Selon son récit, son décès est accidentel. « J’ai glissé dans les escaliers et je suis tombée avec elle, sur elle. Je ne pourrais pas vous dire comment précisément car je ne m’en souviens pas », a-t-elle expliqué à la cour. Des explications qui vont à l’encontre des expertises qui ont mis en lumière la présence de lésions « à gauche et sur l’arrière du crâne », « incompatibles avec votre version » de la chute. Aurélie raconte avoir ensuite placé son nourrisson dans le canapé, puis être partie se changer.

Selon son récit, à son retour, Alia – le prénom donné au nourrisson par ses deux filles alors adolescentes – n’a pas de réaction. « Je suis restée un moment avec elle dans les bras, sur le canapé », poursuit l’accusée qui assure avoir essayé d’écouter un battement de cœur et de ressentir une respiration. Tout s’accélère lorsque sa fille aînée la prévient qu’elle arrive à la maison. « C’est là que je l’ai placée dans le congélateur. Je ne sais pas pourquoi je l’ai mise là. Pourquoi je n’ai pas appelé les secours ? J’ai perdu pied », jure Aurélie S., derrière ses larges lunettes, t-shirt noir à manches longues, bras croisés, malaxant nerveusement son bras droit avec son autre main.

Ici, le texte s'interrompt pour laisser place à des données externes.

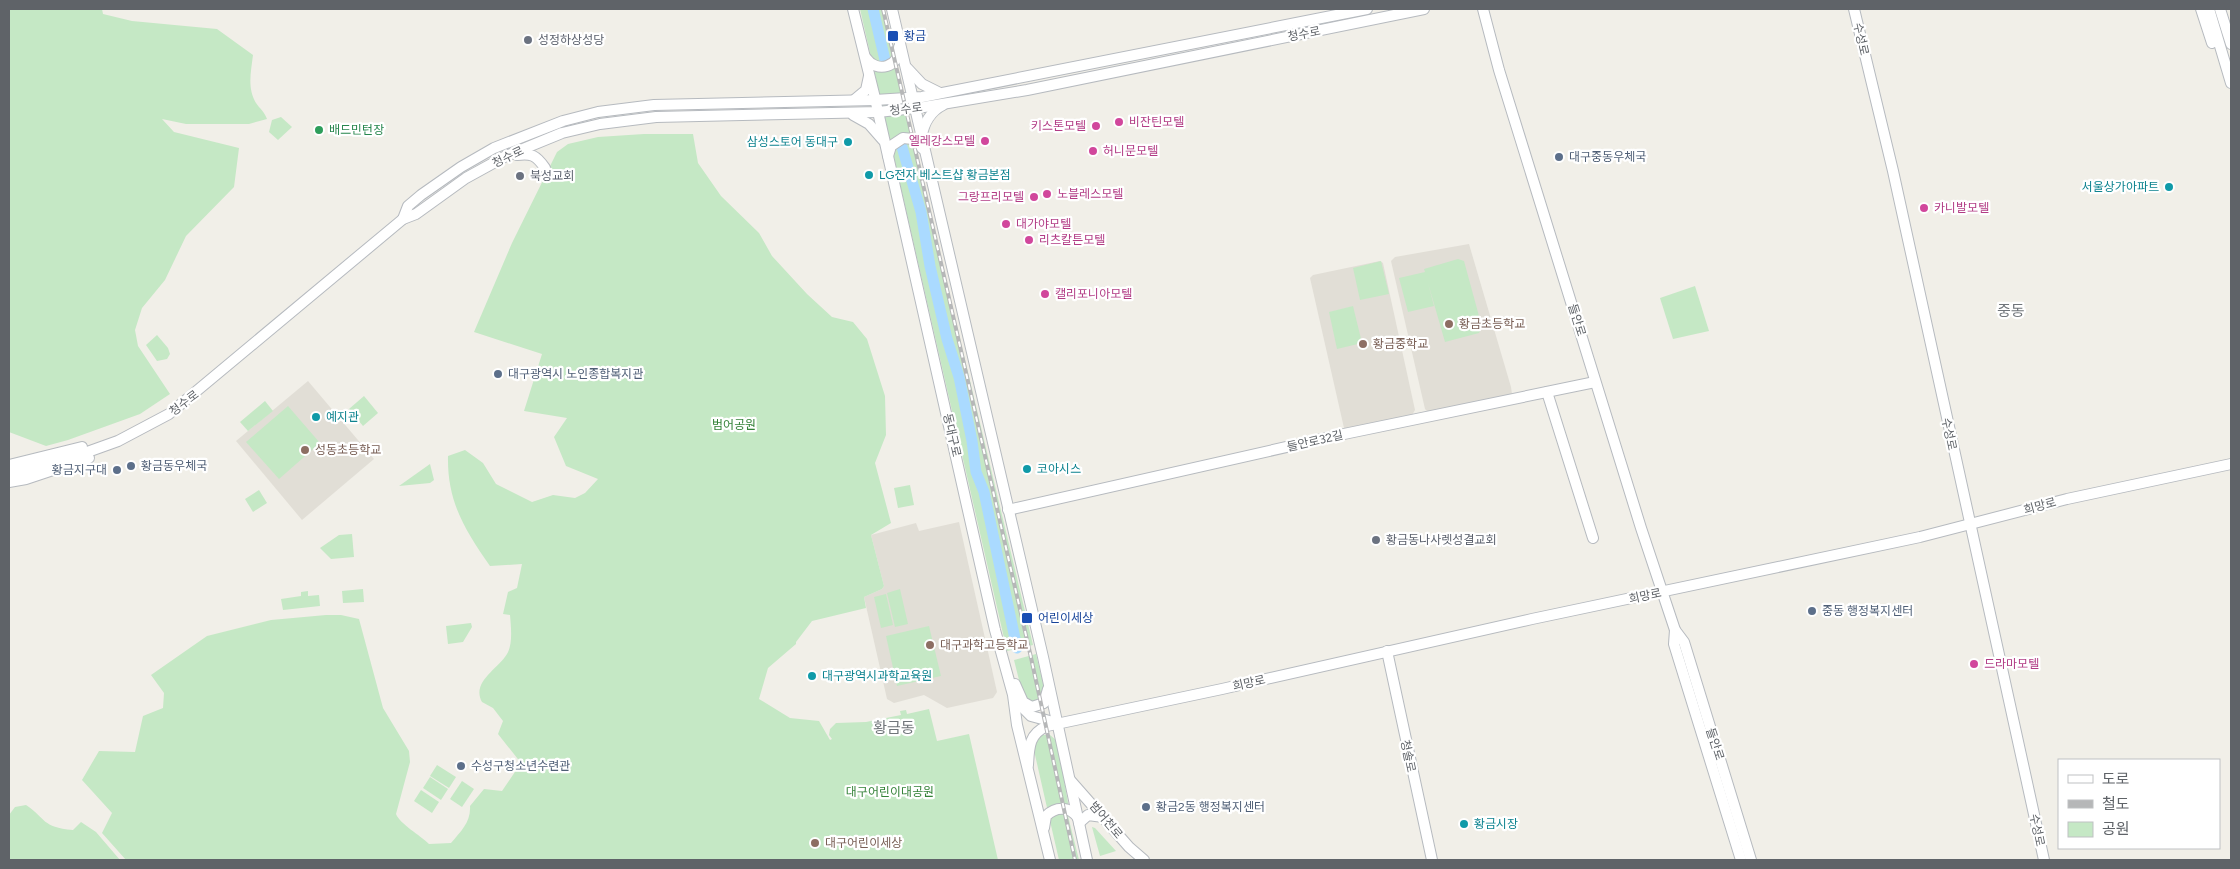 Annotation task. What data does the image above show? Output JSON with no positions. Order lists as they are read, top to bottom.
{
  "streets": {
    "main road": [
      "청수로",
      "수성로",
      "들안로",
      "동대구로",
      "들안로32길",
      "희망로",
      "청솔로",
      "범어천로"
    ]
  },
  "crossings": [
    ["청수로", "동대구로"],
    ["수성로", "희망로"],
    ["들안로", "들안로32길"],
    ["들안로", "희망로"],
    ["희망로", "청솔로"]
  ],
  "districts": ["중동", "황금동"],
  "parks": ["범어공원", "대구어린이대공원"],
  "places": {
    "transit": ["황금", "어린이세상"],
    "other": [
      "성정하상성당",
      "비잔틴모텔",
      "키스톤모텔",
      "배드민턴장",
      "엘레강스모텔",
      "삼성스토어 동대구",
      "허니문모텔",
      "대구중동우체국",
      "LG전자 베스트샵 황금본점",
      "북성교회",
      "서울상가아파트",
      "노블레스모텔",
      "그랑프리모텔",
      "카니발모텔",
      "대가야모텔",
      "리츠칼튼모텔",
      "캘리포니아모텔",
      "황금초등학교",
      "황금중학교",
      "대구광역시 노인종합복지관",
      "예지관",
      "성동초등학교",
      "황금동우체국",
      "코아시스",
      "황금지구대",
      "황금동나사렛성결교회",
      "중동 행정복지센터",
      "대구과학고등학교",
      "드라마모텔",
      "대구광역시과학교육원",
      "수성구청소년수련관",
      "황금2동 행정복지센터",
      "황금시장",
      "대구어린이세상"
    ]
  },
  "legend": ["도로", "철도", "공원"]
} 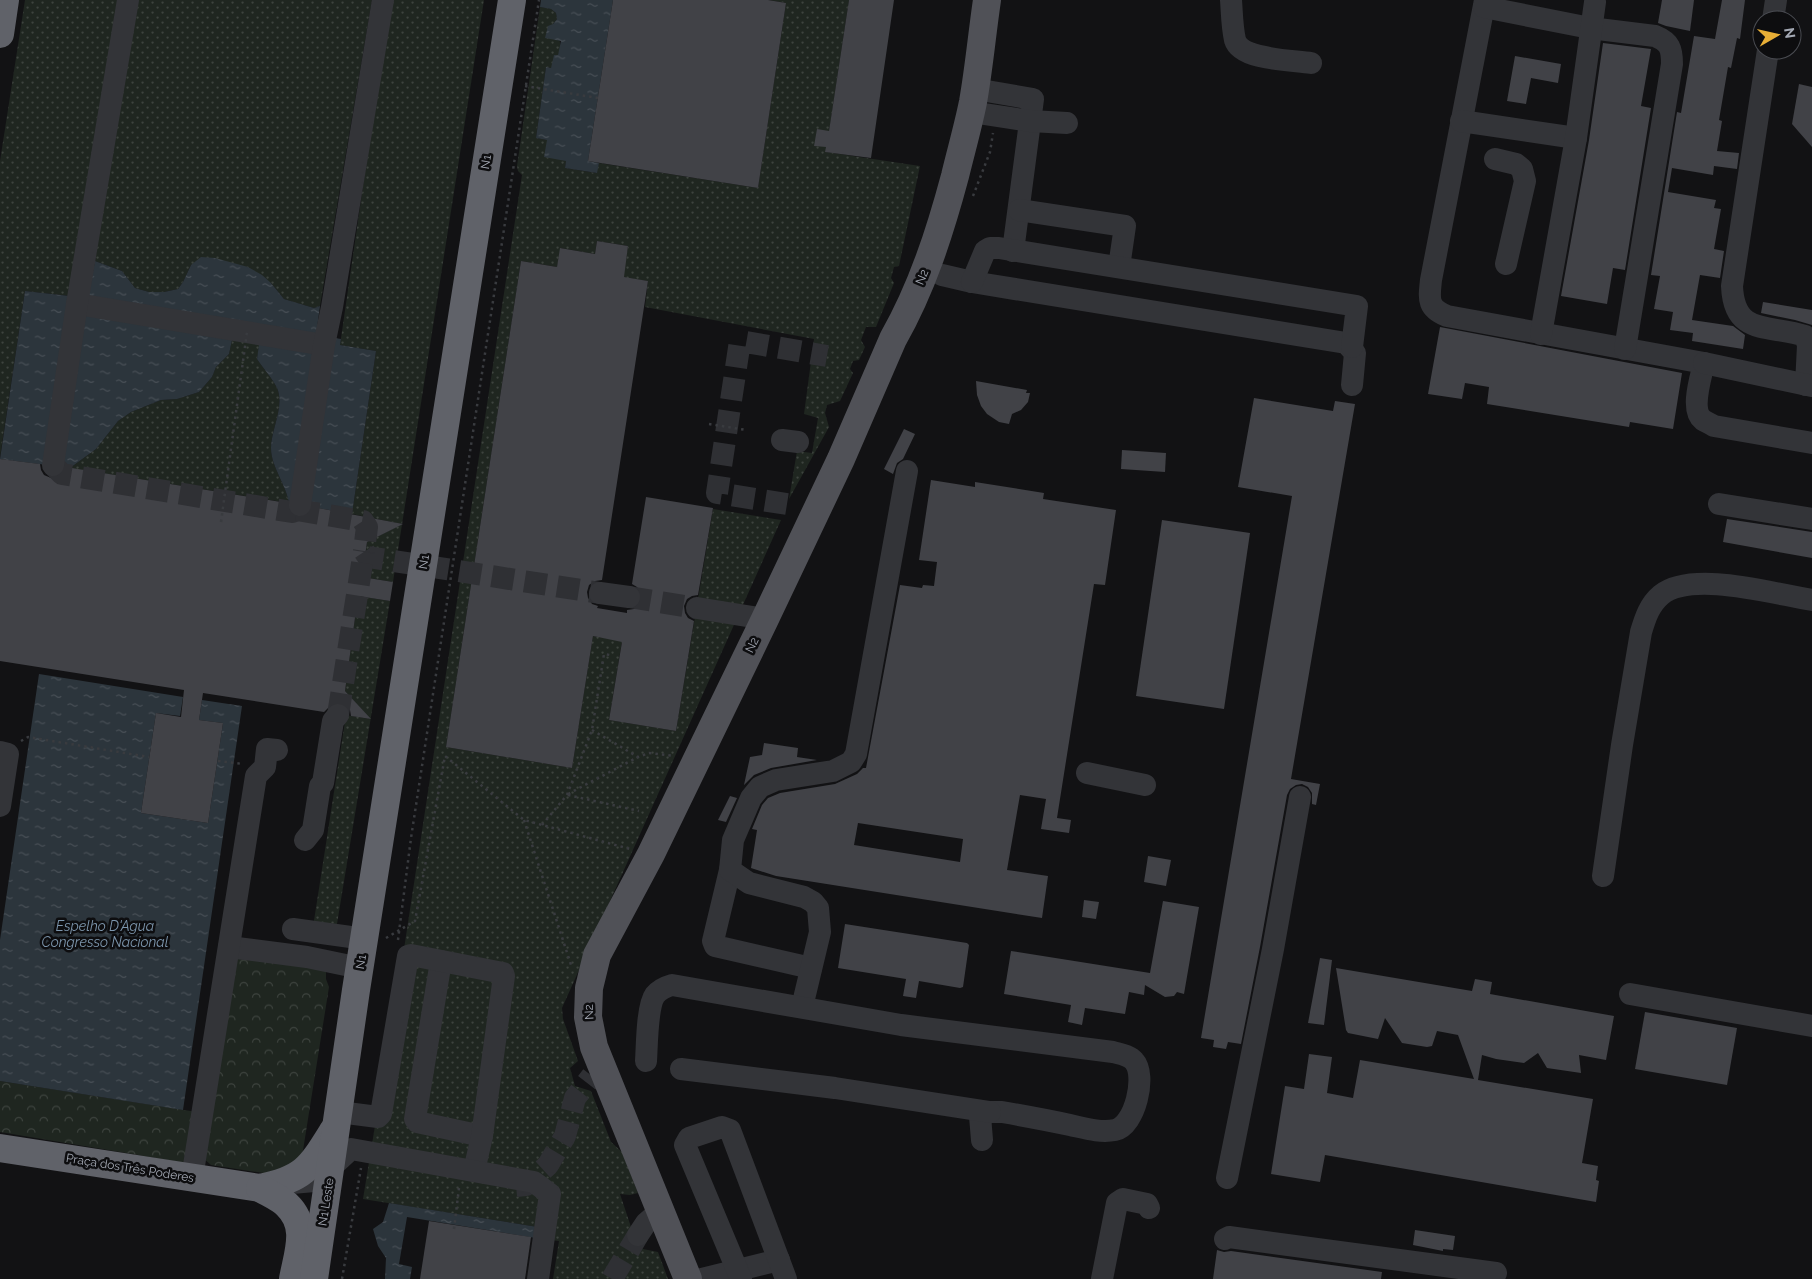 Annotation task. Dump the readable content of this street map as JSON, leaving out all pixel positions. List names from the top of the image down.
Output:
{
  "streets": {
    "highway": ["N1", "Praça dos Três Poderes", "N1 Leste"],
    "main road": ["N2"]
  },
  "crossings": [
    ["N1", "N1 Leste"],
    ["Praça dos Três Poderes", "N1 Leste"]
  ],
  "water": ["Espelho D'Agua Congresso Nacional"],
  "north": "right"
}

Sur le banc des parties civiles, le père de la jeune victime, peine à cacher sa colère, fini par quitter la salle quelques minutes. Aurélie S. explique qu’à l’annonce de sa grossesse, ce dernier a coupé tout contact avec elle. Une version qui ne correspond pas aux déclarations de l’intéressé, partie civile au procès, qui avait déjà soutenu sa compagne pour un premier IVG. « Alors il ment ? », interroge la présidente de la cour. « Oui », rétorque l’accusée. « Vous n’avez jamais fait croire à M. R. que vous aviez avorté ? », insiste la magistrate. « Non. Il n’a jamais proposé de m’accompagner pour le second », assure-t-elle.

Un second accouchement qu’elle ne sait pas dater

A ses filles – également victimes de violences – Aurélie S. dit avoir confié le nourrisson à l’adoption « à un couple gay ». Celui-ci se trouve en réalité dans le congélateur, emmailloté dans un linge et placé dans un sac de course sommairement noué.

L’année suivante – courant 2019 – naît Ange-Raphaëlle. « Je ne savais même pas que j’étais enceinte », reprend Aurélie S., qui ne sait pas dater le mois de ce second accouchement. Ses filles n’ont pas remarqué cette nouvelle grossesse, ni même entendu l’accouchement, « le plus difficile, le pire de tous ». Aurélie S. assure avoir ensuite perdu connaissance, le nourrisson entre ses jambes toujours reliées au cordon ombilical. A son réveil, elle constate son décès. « J’ai mis le doigt sous le nez pour sentir et écouter le cœur. Mais y’avait rien du tout. Et après de longues minutes, j’ai pris la décision de la mettre avec sa sœur. Après j’ai nettoyé un petit peu et j’ai passé la fin de la nuit à fumer cigarette sur cigarette. Puis, j’ai fait semblant de tout », a-t-elle conclu.

« On aimerait tous savoir la vérité »

Abondamment interrogée par la présidente de la cour d’assises sur ses incohérences, l’absence de trace de sang sur le canapé malgré un second accouchement hémorragique, la présence de lésions sur le premier nouveau-né, les coups portés à ses filles, Aurélie S. n’offre à la cour d’autres explications qu’une absence de souvenirs ou une simple réfutation. « On aimerait tous savoir la vérité », insiste à la barre l’une de ses filles. Sera-t-elle entendue ? Le verdict est attendu à la fin de la semaine.